This past week I had the opportunity to participate in a classic Groton tradition: the Fifth Form rendition of “Blue Bottles.” The song commemorates the school’s age (135 this October) and closes out the annual birthday dinner. The dinner itself is an exciting occasion. The whole school filed into long tables in a gym decorated beyond recognition. After a particularly elaborate feast prepared by the Dining Hall (and the re-emergence of the best, reserved-for-special-occasions, bread rolls), the Sixth Form mounted the balcony around the top of the gym and demanded “Blue Bottles.”
That was our cue. We rushed over to the bleachers, assembling into our motley, impromptu choir. As we waited for Mr. Bannard to raise his large knife and signal the start, I hoped our single practice session would be enough to do the school proud. The song starts slow and stately, but as you take more and blue bottles off the wall (in the song), the volume increases and the pace quickens. Before I knew it, I along with the whole back row was jumping around, abandoning pitch in favor of volume.

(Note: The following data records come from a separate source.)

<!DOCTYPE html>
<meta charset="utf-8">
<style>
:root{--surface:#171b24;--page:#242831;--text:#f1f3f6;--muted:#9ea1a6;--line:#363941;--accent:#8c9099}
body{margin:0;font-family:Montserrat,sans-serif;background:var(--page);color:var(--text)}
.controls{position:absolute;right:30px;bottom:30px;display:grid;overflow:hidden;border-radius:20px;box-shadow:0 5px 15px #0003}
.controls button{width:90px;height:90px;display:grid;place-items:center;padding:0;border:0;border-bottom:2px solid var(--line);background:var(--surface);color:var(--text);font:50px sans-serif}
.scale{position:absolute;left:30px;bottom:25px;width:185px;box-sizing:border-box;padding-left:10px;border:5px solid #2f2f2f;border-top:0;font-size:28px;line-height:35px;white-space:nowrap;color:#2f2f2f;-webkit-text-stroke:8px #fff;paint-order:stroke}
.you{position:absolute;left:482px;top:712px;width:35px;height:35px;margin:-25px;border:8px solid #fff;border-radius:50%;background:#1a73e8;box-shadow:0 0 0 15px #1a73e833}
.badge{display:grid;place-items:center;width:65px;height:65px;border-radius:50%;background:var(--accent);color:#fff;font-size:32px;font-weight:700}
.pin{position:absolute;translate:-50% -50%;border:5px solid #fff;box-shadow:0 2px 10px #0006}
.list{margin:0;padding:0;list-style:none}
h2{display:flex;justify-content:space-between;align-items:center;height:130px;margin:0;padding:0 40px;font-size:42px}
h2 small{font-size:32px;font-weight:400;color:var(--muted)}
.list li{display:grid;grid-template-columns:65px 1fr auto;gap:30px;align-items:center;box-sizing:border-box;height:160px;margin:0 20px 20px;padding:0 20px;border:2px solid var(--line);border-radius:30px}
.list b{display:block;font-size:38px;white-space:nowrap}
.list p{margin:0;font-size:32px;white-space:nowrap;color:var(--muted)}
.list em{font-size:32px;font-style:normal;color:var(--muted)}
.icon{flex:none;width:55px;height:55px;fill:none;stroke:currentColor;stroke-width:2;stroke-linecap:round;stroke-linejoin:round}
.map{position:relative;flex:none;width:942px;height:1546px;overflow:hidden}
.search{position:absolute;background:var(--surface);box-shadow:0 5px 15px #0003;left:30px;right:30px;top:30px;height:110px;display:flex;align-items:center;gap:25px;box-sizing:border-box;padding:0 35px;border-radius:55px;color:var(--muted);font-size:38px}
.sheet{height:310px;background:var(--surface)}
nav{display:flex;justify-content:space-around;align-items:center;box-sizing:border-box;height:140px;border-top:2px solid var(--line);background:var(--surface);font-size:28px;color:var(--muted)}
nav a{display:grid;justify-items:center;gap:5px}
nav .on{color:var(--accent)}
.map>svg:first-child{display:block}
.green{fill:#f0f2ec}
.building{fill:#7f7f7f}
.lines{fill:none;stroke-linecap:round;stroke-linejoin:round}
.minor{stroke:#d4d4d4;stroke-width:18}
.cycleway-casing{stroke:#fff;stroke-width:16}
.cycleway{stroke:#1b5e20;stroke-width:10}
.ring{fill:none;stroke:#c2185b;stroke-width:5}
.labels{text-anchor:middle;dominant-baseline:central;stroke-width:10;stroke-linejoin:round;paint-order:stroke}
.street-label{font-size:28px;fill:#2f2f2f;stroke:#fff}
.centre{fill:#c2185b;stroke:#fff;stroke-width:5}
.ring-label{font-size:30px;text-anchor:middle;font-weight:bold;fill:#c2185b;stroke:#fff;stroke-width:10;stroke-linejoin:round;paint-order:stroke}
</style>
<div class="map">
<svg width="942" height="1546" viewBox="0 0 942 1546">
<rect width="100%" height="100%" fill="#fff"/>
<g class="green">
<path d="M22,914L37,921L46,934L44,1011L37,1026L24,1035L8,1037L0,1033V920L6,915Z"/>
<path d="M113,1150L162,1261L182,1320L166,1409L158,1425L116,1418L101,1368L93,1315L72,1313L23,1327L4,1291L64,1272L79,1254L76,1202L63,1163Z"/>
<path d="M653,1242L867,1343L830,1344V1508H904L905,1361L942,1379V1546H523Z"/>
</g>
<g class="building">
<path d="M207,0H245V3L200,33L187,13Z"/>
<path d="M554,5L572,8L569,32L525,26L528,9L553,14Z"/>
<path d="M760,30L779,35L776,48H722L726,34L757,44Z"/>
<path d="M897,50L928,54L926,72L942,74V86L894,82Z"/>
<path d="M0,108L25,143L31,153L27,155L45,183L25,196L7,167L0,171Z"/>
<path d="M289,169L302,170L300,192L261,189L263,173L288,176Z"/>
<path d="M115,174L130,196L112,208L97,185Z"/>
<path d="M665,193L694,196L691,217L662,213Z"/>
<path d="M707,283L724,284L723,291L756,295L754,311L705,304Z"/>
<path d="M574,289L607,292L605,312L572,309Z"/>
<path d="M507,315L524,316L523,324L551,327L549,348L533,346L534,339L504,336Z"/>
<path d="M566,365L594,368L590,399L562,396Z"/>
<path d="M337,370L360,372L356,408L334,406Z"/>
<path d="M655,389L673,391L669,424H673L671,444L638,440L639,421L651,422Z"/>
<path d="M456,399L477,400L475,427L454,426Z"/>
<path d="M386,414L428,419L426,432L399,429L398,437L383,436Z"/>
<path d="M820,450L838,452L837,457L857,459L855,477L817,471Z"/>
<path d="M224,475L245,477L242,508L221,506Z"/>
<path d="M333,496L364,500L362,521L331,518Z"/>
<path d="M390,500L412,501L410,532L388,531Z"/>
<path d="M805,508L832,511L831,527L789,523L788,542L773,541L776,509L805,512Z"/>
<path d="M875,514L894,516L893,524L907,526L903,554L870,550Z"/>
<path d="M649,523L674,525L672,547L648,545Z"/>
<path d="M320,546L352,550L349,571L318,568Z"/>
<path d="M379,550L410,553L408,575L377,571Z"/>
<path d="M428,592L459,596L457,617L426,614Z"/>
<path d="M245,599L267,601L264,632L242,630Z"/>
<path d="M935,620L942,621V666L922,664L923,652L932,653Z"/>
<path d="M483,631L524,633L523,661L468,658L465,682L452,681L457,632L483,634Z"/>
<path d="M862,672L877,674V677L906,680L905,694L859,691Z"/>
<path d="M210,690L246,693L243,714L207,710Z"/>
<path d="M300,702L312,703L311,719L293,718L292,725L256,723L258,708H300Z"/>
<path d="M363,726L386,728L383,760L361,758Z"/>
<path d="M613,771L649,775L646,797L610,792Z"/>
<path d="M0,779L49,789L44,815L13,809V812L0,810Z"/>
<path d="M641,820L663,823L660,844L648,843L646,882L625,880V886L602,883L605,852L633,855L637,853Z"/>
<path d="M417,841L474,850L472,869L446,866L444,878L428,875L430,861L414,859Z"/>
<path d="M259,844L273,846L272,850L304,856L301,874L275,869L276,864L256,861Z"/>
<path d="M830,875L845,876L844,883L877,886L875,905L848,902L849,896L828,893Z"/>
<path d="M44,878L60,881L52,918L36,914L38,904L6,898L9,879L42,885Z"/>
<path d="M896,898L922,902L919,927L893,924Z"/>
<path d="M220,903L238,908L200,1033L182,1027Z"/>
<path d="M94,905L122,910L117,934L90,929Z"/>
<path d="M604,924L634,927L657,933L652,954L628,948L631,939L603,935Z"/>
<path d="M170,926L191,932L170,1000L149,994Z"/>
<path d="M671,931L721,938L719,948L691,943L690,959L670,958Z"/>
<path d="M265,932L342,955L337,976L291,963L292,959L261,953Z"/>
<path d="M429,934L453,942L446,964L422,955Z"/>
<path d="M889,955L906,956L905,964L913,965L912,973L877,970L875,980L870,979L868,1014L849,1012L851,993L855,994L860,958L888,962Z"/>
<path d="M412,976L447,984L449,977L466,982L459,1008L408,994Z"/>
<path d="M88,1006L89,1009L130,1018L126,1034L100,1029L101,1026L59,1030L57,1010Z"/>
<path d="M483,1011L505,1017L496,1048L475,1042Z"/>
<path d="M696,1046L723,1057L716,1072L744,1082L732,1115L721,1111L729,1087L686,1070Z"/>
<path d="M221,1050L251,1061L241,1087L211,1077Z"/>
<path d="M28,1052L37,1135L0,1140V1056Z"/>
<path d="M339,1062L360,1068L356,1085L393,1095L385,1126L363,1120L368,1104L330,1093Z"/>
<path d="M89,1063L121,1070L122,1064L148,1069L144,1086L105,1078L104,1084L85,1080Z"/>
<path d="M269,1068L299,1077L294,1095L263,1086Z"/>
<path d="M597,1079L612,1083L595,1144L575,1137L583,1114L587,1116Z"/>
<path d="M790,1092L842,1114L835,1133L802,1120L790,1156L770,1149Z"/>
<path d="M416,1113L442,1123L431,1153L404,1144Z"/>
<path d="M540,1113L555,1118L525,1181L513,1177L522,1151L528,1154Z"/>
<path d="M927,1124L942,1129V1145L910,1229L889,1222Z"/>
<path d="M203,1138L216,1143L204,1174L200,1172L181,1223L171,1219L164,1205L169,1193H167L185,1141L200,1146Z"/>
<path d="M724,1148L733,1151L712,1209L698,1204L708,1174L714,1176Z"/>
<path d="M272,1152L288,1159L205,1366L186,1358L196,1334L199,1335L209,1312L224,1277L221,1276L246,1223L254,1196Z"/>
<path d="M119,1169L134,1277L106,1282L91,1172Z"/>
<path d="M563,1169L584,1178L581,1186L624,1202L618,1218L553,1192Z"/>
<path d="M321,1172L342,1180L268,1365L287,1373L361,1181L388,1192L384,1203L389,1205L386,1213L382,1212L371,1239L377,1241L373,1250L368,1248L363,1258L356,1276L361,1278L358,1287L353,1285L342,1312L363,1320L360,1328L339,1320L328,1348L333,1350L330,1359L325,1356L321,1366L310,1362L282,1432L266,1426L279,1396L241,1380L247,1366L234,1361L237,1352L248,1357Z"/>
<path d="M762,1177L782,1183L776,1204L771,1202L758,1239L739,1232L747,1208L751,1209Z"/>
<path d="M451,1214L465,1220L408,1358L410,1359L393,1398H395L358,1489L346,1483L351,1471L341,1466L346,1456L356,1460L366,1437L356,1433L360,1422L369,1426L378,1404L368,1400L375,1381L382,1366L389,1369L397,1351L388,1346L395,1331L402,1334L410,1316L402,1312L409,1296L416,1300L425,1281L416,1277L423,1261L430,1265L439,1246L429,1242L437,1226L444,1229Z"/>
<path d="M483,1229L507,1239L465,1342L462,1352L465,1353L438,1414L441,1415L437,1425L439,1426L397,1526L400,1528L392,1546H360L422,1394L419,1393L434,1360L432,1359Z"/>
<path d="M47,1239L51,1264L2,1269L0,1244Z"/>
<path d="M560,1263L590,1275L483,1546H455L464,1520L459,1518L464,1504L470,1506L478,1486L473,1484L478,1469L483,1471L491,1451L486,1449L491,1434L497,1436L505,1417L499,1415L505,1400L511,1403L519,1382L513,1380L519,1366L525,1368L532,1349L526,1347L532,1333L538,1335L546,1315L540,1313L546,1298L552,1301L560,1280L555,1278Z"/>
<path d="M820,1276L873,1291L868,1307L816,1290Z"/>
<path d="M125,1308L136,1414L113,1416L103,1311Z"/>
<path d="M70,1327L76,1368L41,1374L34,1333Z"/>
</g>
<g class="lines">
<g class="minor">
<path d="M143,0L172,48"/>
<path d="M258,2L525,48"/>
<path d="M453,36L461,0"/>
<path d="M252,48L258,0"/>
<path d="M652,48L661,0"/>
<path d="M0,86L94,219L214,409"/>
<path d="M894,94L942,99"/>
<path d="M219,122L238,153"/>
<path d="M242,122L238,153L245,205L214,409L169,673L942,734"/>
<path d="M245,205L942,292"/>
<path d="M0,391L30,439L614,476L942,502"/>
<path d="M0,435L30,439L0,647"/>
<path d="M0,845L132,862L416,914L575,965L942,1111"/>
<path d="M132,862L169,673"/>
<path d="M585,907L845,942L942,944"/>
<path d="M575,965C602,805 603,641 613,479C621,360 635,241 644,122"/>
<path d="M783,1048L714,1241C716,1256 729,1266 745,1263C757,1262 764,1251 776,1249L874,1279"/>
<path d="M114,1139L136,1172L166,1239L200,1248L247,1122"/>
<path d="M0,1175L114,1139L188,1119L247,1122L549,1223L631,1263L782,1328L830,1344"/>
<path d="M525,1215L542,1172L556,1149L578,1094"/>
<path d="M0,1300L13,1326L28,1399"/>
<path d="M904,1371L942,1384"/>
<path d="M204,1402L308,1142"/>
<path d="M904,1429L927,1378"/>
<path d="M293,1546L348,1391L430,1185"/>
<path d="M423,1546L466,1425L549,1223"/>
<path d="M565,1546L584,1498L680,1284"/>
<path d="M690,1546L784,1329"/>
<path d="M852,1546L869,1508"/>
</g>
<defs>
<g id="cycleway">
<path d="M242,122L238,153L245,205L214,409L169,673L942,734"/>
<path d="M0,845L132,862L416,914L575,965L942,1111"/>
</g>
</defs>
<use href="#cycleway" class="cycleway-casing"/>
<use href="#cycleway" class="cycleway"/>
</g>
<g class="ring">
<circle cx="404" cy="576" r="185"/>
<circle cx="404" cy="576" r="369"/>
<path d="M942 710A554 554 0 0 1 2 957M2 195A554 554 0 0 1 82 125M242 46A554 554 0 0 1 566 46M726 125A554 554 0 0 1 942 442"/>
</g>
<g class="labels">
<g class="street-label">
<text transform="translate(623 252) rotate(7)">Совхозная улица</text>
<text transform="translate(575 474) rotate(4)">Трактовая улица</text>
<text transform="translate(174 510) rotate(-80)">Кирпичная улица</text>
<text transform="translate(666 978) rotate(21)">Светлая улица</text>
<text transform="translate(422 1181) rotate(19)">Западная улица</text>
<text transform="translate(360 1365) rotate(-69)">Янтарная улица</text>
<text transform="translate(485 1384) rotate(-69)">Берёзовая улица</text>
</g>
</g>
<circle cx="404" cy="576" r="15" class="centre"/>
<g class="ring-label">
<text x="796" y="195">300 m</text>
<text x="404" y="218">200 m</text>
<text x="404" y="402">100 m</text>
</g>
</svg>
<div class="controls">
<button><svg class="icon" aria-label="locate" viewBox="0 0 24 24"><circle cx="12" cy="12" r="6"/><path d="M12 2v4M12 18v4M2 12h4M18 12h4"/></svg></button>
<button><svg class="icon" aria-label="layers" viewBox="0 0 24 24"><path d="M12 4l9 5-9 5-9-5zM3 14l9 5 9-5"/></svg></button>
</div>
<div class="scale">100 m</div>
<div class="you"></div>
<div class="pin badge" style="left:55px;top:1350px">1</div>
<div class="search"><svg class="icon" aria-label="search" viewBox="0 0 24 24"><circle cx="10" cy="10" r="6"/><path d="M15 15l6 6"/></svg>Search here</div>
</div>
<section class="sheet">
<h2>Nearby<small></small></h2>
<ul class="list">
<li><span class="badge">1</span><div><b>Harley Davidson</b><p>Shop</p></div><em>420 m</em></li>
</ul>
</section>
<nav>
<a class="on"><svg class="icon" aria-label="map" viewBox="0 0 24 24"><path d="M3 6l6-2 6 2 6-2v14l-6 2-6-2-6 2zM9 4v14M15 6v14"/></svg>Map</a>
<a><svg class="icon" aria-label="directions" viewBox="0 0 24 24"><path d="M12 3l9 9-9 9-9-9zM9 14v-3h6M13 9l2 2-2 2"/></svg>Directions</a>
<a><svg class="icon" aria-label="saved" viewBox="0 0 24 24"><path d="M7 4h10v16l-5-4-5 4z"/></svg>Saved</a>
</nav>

Before I knew it, the final blue bottle had been taken off the wall. Our form’s brief moment of glory was over and we shuffled back to our seats, a little out of breath from the singing, jumping, and excitement of it all. Times like these remind me of just how far I’ve come. I still remember my first Groton birthday dinner, watching the then Fifth Formers scream out this strange song, thinking how one day that might be me. Now this year, I eye the Sixth Formers on the balcony and marvel at just how fast Groton has slipped by.